Work task
Copy each line below that contains "service".

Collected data
---------------

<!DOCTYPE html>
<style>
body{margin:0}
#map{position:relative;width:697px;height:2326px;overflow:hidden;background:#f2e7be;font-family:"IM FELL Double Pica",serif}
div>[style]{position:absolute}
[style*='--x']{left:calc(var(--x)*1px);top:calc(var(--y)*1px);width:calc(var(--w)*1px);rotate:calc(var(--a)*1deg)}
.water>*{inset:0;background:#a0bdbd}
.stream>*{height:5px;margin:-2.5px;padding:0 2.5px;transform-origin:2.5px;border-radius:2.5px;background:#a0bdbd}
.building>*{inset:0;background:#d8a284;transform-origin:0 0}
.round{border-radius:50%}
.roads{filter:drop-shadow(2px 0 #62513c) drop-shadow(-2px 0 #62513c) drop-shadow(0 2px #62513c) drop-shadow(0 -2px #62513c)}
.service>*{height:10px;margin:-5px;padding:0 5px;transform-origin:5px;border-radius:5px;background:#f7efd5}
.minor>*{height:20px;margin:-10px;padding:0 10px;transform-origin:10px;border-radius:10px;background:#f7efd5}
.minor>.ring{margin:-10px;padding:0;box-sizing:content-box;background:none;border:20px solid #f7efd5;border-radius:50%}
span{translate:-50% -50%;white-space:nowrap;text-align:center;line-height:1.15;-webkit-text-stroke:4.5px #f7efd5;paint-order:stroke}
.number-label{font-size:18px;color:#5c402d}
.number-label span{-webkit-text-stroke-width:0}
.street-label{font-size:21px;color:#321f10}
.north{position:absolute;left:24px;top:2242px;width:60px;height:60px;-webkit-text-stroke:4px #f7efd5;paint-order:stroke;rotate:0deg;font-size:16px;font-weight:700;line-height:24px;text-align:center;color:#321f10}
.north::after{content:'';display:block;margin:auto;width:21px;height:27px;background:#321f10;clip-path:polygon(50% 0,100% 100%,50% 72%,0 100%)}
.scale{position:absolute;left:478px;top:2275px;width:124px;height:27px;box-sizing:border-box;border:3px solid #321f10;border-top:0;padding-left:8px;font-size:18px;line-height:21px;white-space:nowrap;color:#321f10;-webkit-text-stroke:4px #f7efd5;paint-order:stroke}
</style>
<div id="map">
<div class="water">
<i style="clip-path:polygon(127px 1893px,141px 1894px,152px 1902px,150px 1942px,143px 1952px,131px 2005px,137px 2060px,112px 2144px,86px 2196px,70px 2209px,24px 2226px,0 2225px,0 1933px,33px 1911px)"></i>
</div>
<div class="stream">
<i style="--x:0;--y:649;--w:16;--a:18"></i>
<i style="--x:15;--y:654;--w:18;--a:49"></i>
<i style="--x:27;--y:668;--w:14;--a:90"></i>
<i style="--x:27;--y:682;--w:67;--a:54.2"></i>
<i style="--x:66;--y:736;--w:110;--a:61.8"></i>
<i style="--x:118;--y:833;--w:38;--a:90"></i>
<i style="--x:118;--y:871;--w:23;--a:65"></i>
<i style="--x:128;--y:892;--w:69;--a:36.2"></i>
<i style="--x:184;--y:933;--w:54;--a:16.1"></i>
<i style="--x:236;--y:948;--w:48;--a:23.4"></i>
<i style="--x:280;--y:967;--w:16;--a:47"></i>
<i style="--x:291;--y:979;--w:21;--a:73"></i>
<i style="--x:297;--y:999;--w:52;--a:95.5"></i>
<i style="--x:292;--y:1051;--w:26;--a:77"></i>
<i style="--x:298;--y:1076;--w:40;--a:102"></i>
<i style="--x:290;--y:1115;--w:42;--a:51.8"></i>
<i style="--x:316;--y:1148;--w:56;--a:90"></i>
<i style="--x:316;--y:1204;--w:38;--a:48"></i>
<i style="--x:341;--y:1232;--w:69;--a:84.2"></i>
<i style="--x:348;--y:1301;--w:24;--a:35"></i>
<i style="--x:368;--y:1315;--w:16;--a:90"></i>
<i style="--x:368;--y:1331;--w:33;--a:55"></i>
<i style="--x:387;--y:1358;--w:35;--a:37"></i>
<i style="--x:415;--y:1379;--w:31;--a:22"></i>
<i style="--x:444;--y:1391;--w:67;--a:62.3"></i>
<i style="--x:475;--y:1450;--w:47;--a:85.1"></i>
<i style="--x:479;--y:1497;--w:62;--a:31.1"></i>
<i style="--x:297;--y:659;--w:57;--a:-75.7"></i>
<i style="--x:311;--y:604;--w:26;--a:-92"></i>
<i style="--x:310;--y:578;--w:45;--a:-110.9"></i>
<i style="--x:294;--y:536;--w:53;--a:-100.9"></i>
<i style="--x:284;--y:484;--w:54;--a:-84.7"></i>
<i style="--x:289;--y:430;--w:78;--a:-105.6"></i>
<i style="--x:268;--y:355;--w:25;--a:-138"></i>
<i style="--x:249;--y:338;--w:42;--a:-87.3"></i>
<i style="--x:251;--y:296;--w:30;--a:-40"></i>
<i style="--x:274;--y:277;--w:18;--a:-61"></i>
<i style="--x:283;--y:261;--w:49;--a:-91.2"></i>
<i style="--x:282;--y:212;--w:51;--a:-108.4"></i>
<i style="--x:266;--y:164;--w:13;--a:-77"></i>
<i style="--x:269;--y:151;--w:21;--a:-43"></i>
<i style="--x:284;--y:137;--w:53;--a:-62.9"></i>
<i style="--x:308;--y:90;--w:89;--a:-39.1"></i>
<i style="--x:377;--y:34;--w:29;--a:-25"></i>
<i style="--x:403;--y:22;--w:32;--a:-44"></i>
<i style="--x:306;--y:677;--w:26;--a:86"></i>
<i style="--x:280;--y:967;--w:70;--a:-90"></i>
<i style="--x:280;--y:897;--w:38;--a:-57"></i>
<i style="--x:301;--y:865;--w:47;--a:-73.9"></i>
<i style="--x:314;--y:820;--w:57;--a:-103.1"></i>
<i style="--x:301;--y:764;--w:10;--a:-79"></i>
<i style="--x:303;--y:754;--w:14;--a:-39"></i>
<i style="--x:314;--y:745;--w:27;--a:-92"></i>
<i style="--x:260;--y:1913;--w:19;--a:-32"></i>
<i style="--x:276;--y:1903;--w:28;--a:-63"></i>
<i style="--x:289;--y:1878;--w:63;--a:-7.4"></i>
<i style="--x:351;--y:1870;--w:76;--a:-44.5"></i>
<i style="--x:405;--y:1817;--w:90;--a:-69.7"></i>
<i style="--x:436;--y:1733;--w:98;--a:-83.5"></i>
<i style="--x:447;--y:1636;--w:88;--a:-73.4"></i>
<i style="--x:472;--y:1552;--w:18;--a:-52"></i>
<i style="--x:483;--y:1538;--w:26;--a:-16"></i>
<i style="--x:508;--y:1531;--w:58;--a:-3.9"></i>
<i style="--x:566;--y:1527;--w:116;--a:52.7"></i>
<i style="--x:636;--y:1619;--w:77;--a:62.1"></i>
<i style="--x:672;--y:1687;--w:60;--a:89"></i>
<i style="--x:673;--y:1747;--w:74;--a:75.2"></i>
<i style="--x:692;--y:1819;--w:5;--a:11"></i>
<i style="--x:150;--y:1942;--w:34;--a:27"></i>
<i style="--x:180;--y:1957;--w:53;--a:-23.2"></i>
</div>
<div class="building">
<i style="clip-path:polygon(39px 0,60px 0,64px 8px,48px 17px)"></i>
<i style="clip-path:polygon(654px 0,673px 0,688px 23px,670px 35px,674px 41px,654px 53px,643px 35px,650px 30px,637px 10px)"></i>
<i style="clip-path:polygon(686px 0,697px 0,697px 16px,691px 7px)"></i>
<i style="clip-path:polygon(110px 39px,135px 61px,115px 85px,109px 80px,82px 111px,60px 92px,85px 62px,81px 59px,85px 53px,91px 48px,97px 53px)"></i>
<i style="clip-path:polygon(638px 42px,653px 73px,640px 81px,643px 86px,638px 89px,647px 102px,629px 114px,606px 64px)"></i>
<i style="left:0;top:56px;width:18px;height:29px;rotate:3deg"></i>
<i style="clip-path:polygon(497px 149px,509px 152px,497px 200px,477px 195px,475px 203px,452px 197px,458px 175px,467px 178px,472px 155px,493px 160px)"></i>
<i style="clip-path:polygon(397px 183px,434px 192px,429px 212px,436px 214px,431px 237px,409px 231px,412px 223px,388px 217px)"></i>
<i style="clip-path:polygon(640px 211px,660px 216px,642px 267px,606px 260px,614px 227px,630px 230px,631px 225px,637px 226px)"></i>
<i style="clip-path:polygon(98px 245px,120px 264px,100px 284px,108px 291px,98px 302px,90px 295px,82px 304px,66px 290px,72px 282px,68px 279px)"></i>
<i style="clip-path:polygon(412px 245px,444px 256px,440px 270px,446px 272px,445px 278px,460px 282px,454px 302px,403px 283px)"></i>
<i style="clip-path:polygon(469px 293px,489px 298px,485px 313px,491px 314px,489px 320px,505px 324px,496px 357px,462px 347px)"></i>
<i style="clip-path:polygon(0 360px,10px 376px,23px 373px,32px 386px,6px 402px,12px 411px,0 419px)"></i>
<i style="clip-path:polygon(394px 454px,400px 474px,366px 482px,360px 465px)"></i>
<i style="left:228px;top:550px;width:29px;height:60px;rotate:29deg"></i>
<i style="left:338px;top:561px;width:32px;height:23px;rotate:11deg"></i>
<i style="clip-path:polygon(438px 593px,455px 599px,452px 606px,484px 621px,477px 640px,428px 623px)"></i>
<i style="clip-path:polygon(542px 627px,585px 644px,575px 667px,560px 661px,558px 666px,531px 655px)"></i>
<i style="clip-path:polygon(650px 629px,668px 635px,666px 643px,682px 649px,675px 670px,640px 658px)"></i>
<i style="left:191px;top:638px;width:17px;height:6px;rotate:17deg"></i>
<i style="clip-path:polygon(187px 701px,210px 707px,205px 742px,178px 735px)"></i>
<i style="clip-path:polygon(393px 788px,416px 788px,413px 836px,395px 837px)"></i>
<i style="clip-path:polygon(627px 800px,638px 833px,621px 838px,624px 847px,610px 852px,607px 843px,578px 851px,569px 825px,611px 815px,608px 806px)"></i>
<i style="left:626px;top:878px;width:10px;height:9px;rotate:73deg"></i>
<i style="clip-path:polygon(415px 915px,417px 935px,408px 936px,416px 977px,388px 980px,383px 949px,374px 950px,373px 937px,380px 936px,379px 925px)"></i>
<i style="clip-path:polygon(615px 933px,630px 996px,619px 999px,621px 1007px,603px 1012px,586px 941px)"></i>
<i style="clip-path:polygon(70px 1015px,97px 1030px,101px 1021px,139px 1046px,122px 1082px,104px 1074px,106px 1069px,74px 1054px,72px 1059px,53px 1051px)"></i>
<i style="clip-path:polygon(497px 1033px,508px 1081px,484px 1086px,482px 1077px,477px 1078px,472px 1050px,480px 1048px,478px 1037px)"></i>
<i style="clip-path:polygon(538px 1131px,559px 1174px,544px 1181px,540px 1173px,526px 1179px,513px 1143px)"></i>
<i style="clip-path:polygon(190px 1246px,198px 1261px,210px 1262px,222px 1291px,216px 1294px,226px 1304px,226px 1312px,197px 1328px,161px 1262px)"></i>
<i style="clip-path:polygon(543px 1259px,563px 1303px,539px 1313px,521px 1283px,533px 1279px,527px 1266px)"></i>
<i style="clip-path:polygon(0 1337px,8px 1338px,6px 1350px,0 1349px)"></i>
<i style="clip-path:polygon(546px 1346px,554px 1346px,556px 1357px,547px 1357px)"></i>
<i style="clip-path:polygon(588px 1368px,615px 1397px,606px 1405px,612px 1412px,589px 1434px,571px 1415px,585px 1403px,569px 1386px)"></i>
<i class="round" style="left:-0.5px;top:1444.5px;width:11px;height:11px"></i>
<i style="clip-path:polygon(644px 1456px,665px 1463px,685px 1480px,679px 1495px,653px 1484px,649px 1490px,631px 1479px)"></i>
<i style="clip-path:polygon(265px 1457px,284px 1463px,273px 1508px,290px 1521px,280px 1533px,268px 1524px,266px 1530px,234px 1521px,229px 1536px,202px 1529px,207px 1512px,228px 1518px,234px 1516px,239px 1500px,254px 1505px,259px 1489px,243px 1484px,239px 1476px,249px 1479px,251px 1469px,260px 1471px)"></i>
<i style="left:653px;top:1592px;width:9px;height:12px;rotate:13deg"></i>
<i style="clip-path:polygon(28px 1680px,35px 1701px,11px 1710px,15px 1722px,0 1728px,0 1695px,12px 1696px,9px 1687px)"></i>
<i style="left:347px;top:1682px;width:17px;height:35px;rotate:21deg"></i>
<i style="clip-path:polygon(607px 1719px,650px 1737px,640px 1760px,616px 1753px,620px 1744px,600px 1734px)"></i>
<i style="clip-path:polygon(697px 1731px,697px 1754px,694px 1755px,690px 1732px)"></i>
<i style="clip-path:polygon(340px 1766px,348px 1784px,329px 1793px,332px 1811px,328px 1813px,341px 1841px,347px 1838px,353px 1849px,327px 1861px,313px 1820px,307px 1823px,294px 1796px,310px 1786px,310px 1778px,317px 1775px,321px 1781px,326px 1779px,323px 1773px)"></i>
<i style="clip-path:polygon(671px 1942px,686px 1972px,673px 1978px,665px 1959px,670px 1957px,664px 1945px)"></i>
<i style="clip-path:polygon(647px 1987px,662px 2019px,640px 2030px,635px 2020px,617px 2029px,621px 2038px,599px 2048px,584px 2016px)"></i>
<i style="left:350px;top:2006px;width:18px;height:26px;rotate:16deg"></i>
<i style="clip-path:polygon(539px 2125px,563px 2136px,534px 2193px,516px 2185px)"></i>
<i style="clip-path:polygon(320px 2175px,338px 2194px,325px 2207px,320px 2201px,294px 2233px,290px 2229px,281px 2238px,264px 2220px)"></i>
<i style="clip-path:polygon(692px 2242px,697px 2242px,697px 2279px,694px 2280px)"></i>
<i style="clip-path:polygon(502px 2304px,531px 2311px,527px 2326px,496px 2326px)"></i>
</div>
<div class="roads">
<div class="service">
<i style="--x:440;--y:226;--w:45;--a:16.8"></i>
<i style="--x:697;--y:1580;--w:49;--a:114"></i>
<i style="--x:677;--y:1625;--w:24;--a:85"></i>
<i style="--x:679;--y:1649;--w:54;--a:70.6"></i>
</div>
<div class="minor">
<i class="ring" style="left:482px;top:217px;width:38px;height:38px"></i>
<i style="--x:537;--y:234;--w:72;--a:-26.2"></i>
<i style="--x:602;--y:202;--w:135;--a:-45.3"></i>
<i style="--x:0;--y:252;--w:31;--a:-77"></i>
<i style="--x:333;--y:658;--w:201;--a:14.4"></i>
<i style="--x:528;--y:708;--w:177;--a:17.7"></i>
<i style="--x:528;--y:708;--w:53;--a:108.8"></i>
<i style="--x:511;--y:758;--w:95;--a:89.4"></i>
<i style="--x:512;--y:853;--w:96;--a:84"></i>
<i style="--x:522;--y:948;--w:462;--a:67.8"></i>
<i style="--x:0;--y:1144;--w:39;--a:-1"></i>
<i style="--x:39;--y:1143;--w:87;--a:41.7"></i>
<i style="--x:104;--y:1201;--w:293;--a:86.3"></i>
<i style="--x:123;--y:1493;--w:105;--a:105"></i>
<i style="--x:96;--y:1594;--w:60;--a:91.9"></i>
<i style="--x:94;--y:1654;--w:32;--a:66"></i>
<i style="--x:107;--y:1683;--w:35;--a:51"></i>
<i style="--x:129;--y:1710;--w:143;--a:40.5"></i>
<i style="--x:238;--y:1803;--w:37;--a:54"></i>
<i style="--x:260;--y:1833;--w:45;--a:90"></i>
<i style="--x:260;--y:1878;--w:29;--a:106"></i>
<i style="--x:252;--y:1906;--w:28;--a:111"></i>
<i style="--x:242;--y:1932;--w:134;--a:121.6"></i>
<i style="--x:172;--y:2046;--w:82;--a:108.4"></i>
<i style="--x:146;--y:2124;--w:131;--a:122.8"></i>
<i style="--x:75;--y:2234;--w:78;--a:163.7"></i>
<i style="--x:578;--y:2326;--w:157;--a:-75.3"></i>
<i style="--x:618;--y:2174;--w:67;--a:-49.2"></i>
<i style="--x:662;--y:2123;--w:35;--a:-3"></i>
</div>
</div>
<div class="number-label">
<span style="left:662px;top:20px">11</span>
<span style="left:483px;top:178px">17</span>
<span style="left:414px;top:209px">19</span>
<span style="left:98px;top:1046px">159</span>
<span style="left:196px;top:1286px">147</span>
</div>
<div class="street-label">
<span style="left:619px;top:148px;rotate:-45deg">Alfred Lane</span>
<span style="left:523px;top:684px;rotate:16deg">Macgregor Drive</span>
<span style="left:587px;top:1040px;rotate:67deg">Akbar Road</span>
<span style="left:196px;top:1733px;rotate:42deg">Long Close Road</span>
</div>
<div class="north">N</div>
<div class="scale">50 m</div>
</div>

---------------

Exercise solution
.service>*{height:10px;margin:-5px;padding:0 5px;transform-origin:5px;border-radius:5px;background:#f7efd5}
<div class="service">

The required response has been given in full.